Copy out each line of the entries where the word "check" is present.

◆ DATA SUPPLIED
****

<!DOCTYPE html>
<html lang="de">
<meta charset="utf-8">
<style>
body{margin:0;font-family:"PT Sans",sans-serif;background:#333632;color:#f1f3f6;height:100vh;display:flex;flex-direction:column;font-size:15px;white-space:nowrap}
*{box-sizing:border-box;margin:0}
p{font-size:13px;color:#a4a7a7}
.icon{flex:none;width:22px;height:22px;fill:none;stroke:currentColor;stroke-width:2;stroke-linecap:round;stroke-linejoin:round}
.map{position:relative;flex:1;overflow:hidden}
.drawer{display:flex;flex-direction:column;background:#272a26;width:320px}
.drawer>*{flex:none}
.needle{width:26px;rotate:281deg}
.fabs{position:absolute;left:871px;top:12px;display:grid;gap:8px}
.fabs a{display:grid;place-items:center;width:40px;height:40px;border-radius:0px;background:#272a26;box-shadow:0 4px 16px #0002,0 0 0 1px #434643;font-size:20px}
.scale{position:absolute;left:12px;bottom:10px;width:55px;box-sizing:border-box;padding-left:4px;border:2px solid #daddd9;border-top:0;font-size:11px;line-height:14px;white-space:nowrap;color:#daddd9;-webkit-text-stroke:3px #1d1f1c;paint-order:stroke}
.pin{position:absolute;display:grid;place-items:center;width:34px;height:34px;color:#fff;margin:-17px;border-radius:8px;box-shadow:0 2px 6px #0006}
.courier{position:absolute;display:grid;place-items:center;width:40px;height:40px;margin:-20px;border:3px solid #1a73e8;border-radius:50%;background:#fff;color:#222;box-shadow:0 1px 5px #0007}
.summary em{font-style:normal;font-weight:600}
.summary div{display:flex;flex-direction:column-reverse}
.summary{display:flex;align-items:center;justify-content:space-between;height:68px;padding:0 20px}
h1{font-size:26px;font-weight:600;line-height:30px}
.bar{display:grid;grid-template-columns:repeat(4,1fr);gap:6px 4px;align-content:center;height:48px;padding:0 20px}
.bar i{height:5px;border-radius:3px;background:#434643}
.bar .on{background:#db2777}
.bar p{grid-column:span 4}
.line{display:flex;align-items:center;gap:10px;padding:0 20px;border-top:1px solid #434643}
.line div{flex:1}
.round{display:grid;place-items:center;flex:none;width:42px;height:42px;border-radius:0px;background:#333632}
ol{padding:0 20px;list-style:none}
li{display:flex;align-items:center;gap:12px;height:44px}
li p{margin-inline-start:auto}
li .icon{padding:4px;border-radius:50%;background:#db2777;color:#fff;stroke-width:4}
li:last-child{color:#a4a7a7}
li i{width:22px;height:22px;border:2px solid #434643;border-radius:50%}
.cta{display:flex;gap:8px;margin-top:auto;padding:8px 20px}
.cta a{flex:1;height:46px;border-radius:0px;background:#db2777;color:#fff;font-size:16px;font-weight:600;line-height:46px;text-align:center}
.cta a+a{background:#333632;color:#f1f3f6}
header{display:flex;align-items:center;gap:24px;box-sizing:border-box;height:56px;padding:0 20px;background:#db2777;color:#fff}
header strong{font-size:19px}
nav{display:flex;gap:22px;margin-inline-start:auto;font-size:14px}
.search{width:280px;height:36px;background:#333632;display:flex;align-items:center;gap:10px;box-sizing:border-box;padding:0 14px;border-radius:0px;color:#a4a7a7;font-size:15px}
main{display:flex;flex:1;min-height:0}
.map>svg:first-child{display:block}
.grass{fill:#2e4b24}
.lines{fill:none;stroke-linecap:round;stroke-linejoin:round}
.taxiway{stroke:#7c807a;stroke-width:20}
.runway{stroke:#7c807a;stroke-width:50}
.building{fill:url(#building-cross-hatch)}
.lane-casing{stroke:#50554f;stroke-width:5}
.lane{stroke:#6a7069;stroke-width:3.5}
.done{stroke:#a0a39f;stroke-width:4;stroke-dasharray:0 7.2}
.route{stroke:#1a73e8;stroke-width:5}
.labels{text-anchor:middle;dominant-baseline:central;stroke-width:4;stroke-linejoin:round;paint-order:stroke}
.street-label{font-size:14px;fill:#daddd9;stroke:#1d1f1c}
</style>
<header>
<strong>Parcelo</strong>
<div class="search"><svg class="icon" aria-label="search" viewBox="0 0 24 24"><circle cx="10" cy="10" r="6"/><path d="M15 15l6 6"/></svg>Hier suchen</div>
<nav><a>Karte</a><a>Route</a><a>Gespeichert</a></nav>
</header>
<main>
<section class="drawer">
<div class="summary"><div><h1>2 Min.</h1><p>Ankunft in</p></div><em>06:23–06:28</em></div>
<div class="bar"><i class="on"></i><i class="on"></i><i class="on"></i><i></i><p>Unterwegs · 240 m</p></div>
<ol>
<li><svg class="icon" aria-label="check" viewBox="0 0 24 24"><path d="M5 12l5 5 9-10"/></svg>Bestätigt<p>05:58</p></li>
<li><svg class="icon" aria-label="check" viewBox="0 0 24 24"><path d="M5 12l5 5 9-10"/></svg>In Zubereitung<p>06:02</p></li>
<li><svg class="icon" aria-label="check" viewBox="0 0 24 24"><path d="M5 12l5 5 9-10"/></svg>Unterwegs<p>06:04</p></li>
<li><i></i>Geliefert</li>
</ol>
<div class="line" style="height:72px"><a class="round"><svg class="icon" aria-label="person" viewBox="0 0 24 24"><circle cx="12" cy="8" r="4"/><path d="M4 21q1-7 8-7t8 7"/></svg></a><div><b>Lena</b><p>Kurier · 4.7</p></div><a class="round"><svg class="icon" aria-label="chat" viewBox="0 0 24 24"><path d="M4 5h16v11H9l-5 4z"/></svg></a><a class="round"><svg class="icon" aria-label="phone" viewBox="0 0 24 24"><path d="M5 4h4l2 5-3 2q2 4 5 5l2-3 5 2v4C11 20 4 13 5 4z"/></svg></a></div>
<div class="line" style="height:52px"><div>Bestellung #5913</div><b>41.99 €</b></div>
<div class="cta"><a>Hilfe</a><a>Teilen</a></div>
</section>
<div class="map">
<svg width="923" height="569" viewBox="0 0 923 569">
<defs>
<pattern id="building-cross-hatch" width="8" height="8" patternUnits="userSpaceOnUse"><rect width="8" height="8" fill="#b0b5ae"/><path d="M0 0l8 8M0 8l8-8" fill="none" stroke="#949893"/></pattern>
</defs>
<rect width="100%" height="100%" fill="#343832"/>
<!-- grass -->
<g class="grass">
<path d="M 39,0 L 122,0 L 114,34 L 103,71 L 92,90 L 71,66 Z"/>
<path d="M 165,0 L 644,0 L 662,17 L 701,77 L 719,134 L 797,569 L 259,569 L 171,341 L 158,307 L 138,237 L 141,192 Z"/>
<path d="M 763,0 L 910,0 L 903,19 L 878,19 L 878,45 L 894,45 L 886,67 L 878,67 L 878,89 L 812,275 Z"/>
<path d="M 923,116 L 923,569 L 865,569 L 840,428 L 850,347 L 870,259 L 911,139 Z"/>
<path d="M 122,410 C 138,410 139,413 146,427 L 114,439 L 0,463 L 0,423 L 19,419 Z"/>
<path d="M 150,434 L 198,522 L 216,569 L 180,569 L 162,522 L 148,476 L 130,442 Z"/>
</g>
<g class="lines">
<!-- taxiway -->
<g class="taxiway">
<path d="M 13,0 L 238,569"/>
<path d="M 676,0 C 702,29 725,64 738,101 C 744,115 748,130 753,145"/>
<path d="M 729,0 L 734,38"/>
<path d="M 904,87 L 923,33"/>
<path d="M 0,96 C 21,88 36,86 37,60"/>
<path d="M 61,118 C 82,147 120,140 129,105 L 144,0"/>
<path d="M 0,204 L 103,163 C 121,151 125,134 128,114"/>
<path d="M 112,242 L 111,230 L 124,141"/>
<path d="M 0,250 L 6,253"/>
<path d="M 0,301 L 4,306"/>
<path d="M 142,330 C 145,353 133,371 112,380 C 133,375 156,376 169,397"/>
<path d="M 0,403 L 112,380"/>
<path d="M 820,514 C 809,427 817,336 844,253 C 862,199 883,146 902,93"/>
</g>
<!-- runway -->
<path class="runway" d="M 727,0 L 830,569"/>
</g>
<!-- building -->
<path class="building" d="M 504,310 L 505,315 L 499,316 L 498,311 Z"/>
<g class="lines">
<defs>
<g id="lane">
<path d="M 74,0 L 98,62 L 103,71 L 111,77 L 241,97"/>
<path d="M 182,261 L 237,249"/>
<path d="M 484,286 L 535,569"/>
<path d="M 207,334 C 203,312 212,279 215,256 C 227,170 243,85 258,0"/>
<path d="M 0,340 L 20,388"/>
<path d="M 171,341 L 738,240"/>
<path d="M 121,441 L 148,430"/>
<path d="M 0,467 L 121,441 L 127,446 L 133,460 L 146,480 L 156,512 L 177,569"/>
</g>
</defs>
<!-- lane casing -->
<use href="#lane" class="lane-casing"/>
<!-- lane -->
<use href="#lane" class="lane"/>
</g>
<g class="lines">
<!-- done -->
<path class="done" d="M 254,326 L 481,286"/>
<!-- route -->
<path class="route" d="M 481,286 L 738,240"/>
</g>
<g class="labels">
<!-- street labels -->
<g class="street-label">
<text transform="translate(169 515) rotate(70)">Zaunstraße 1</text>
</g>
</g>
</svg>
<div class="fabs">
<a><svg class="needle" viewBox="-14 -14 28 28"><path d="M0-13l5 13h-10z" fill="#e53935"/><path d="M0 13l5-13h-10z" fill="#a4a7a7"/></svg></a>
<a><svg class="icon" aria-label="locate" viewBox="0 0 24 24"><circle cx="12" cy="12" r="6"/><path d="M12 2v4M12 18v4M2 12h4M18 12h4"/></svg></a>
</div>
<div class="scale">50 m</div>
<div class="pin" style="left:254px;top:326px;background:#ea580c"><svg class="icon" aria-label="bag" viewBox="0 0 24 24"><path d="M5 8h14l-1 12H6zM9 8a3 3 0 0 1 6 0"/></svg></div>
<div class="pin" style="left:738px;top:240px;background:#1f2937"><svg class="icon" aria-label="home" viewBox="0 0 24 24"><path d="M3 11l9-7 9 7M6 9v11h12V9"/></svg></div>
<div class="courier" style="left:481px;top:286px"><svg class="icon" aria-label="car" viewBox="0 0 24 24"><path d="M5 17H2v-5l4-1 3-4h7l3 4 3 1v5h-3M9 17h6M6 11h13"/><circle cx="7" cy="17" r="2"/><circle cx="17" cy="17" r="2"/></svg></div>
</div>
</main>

****

◆ TASK RESULT
<li><svg class="icon" aria-label="check" viewBox="0 0 24 24"><path d="M5 12l5 5 9-10"/></svg>Bestätigt<p>05:58</p></li>
<li><svg class="icon" aria-label="check" viewBox="0 0 24 24"><path d="M5 12l5 5 9-10"/></svg>In Zubereitung<p>06:02</p></li>
<li><svg class="icon" aria-label="check" viewBox="0 0 24 24"><path d="M5 12l5 5 9-10"/></svg>Unterwegs<p>06:04</p></li>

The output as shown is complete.